Task objective |
Find how many lines of the listing include the string "堺富田林線", and report only that figure.

Material provided |
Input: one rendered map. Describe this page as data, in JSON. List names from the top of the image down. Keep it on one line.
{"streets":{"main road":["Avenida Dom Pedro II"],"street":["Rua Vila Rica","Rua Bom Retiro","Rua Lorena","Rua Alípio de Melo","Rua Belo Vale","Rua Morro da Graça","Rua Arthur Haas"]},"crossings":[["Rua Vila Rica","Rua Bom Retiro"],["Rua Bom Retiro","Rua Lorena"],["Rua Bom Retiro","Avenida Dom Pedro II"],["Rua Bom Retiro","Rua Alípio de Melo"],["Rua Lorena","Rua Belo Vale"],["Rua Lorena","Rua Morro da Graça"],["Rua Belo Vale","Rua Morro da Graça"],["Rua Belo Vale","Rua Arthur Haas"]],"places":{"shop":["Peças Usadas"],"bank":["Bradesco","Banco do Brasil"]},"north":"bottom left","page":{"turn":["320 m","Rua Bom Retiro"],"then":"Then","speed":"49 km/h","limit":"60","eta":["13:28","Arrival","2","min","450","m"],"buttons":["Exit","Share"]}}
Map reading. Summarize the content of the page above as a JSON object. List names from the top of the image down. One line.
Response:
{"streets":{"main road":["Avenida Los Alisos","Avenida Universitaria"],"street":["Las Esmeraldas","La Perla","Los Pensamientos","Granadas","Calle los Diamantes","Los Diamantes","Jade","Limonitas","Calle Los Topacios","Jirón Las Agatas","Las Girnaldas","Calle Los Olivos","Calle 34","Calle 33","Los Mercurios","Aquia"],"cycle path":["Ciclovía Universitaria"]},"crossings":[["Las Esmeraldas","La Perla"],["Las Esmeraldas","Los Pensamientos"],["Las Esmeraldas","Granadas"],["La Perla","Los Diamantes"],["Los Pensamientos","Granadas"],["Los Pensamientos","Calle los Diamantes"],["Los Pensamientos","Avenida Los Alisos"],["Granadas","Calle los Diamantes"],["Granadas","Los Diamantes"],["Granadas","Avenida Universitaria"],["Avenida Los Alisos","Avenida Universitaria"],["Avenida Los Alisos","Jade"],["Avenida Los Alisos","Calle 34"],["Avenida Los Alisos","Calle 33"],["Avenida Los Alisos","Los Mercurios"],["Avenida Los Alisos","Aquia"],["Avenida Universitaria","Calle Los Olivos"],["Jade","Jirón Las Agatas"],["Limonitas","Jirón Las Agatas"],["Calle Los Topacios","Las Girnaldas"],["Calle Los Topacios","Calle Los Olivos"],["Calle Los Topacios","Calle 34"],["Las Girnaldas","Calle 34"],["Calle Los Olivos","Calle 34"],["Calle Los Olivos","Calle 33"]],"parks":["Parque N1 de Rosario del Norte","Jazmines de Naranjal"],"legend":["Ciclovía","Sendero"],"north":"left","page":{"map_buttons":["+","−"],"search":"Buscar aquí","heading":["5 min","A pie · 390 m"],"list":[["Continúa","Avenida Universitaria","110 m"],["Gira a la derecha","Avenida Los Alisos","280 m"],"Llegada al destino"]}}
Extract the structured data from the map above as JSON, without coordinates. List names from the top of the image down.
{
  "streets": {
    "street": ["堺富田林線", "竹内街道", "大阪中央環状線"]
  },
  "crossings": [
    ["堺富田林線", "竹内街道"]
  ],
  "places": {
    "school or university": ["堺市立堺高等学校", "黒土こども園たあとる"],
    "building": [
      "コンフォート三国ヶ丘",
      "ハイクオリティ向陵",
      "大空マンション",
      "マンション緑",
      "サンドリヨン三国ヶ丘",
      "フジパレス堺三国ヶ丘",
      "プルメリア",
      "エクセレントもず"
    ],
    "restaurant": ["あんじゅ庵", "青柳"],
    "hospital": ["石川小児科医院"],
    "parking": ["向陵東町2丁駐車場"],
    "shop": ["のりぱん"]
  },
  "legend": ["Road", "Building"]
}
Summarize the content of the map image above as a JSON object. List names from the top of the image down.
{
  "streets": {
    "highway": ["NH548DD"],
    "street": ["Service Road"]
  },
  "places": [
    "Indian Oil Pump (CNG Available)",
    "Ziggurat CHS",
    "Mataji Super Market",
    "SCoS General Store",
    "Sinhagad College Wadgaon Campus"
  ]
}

Task result |
2